With everything that’s happening around the world, there’s no wonder that inflation has been discussed in the news and in the financial sector more and more over the last few months. And if you have some sort of interest in the American car market or maybe are just looking to buy a car, you might have heard about the impending market bubble in the automotive industry.


Now, that sounds scary, right? After all, you don’t want to lose your money over an investment. First, you need to understand what a market bubble is, how you can be affected, or how you can protect yourself from the crash.


What Is a Market Bubble?


In an economic context, a market bubble happens when the price of something – stocks, markets, financial assets – has exceeded the fundamental value by a wide margin.
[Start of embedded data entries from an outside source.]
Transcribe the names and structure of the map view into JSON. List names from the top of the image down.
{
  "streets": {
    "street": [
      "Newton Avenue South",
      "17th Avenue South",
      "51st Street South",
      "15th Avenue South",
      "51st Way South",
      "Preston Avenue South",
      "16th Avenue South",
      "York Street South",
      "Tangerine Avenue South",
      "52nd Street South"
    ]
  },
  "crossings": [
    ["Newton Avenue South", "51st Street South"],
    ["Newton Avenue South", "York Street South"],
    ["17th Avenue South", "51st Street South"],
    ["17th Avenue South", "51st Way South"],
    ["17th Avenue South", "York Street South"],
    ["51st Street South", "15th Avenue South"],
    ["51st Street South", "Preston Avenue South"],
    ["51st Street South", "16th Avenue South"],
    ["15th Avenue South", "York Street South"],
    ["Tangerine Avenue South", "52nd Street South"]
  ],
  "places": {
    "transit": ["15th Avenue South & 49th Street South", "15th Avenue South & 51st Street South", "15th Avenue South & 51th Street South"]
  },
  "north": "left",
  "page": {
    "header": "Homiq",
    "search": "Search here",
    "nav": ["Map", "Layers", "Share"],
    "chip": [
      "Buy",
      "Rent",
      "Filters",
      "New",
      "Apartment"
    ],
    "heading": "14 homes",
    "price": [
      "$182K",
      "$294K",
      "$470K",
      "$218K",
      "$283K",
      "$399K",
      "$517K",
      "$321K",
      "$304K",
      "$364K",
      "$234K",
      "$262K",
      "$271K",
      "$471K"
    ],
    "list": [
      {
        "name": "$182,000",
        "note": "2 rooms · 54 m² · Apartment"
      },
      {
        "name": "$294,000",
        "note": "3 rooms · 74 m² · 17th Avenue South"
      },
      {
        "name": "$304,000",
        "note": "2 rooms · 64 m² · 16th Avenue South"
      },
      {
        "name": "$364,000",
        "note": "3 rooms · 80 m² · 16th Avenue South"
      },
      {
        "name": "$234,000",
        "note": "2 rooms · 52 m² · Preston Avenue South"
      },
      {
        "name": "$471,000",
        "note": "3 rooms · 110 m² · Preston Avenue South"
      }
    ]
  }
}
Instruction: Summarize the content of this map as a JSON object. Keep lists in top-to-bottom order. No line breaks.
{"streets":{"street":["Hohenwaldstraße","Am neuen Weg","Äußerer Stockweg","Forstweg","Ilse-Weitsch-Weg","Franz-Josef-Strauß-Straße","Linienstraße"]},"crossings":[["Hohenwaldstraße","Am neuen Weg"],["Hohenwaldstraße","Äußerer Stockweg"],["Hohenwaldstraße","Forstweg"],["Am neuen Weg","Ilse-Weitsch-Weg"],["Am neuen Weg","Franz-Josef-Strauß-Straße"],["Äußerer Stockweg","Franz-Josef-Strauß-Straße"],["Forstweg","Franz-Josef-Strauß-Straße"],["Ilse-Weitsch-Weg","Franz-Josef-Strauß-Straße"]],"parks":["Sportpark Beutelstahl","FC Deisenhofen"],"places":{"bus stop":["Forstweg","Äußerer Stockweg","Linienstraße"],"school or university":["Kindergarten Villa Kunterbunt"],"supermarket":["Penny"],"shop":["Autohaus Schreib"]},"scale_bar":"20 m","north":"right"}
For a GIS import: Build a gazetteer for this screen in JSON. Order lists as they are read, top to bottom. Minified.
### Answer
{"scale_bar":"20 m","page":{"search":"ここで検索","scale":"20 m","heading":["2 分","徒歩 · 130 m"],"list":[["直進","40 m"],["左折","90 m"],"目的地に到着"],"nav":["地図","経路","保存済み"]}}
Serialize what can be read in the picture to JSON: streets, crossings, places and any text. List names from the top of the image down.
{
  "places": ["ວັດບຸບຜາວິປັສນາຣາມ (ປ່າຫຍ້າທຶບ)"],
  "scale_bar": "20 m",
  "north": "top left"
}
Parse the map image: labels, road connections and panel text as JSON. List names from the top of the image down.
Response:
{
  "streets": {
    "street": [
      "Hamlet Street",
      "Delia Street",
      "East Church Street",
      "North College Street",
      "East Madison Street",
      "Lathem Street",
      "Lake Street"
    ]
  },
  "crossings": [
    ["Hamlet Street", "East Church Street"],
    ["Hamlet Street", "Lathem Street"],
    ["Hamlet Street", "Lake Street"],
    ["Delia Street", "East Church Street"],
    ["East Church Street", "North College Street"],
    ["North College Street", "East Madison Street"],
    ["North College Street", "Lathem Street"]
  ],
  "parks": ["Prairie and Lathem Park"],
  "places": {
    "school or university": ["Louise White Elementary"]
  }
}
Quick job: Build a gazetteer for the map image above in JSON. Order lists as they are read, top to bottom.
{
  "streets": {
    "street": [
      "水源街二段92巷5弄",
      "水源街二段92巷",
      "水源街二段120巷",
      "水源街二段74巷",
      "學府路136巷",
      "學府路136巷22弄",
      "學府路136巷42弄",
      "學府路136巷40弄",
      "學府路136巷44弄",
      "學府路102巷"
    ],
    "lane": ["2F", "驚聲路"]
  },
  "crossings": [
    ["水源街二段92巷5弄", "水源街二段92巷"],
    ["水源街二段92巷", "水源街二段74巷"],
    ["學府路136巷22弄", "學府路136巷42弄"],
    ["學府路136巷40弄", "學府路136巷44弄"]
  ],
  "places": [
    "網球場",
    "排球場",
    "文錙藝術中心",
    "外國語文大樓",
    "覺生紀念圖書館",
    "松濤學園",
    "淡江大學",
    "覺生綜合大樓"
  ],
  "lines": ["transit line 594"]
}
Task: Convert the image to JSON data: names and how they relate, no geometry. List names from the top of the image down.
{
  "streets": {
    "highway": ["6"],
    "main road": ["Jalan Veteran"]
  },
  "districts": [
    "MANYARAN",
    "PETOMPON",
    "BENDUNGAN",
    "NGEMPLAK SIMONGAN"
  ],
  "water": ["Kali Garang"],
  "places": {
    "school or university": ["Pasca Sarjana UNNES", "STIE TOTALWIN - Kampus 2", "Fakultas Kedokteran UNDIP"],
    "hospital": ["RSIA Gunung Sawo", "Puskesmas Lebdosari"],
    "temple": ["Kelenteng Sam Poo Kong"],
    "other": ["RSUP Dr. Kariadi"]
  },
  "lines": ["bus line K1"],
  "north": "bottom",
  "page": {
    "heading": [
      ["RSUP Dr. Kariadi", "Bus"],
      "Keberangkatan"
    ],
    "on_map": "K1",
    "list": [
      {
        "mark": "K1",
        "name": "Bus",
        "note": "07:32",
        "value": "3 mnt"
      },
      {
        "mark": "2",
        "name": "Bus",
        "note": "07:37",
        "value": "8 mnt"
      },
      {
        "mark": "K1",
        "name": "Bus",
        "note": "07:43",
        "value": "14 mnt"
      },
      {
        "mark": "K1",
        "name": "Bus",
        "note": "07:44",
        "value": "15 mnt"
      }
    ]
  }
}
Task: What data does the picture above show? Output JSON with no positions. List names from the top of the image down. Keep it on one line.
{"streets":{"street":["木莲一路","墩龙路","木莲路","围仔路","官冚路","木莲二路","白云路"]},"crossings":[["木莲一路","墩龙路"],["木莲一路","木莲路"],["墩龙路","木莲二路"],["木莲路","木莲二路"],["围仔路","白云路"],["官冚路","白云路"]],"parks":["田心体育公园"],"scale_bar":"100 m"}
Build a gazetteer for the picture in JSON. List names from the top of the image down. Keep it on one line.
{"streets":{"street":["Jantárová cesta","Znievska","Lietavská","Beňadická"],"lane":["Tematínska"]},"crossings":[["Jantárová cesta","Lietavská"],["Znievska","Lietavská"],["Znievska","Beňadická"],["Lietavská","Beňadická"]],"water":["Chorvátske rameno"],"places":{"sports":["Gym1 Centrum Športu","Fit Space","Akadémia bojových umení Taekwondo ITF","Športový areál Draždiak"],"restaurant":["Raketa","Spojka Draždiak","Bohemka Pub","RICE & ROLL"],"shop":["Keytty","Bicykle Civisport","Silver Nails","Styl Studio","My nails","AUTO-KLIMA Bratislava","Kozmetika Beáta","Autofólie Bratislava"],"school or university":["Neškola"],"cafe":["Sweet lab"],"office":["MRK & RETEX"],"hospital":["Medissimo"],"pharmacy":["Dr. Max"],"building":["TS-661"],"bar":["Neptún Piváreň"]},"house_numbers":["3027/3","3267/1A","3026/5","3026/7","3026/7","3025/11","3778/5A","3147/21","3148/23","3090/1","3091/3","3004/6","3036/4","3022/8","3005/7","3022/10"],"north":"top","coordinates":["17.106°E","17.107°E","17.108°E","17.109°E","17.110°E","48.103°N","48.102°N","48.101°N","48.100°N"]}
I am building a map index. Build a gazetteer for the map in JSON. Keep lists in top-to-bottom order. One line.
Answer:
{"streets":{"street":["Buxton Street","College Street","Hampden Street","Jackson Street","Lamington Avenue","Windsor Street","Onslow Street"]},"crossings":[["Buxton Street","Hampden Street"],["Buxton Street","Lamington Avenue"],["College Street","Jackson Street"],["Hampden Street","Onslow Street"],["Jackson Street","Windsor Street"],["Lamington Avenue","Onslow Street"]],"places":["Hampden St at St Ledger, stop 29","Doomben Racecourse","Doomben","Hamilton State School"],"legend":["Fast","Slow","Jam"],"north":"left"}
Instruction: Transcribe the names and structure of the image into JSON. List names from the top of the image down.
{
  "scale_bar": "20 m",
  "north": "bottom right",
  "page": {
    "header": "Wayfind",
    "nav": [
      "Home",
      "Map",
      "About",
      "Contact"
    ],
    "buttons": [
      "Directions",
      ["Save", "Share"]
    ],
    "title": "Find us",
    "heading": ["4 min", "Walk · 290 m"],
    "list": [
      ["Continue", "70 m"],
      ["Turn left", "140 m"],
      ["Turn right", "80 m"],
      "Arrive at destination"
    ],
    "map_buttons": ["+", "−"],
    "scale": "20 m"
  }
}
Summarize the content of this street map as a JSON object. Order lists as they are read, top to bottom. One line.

By its nature, bubbles are unpredictable and deceptive; and after some time, a bubble will always burst and disappear into nothingness. Thus, the comparison.


During a market bubble, speculative demand is what fuels the inflated prices; next, the bubble pops, and the massive selloffs will follow and cause the prices to decline dramatically. In most cases, the crash of a market bubble is spectacular, and the damage caused by it depends on the sector in question.


“If standard depreciation patterns still applied, the average price would be $23,295, which means used car buyers are paying an average of $10,046 more thanks to the auto market bubble.”

How to Minimize the Impact of a Bubble?


Market bubbles are recurring, and you must be smart about your investment plans to avoid getting hurt. The first thing to remember is not to get swayed into buying something or investing just because everyone else is doing it. You need to focus on your objectives. For example, when purchasing a car, focus on what you need instead of getting enticed by shiny features and “good deals“.


Is the American Car Market in A Bubble?

In 2021, there was a spike in both the new and used car prices. The used car prices, however, have a more evident spike of 27% compared to new car prices of 13%. As such, it triggered reports of a bubble in the market. Following that, news reports of a possible oncoming price crash have also emerged.


Parts Shortages

Due to the worldwide microchip shortage last year, there were restrictions on the number of cars that could be built. The result is a spike in new car prices and more buyers opting for used cars instead. But, at the end of the microchip shortage, when automakers speed up production, new vehicle prices will go down again. Logically, used car prices should follow suit.

Microchips were just one of many parts being affected by increased demand and decreased supply leading to inflated prices for used cars.

And thereby lies the problem. When car prices go back down, people could end up owing more on their auto loans than the price of the car they bought during the price surge.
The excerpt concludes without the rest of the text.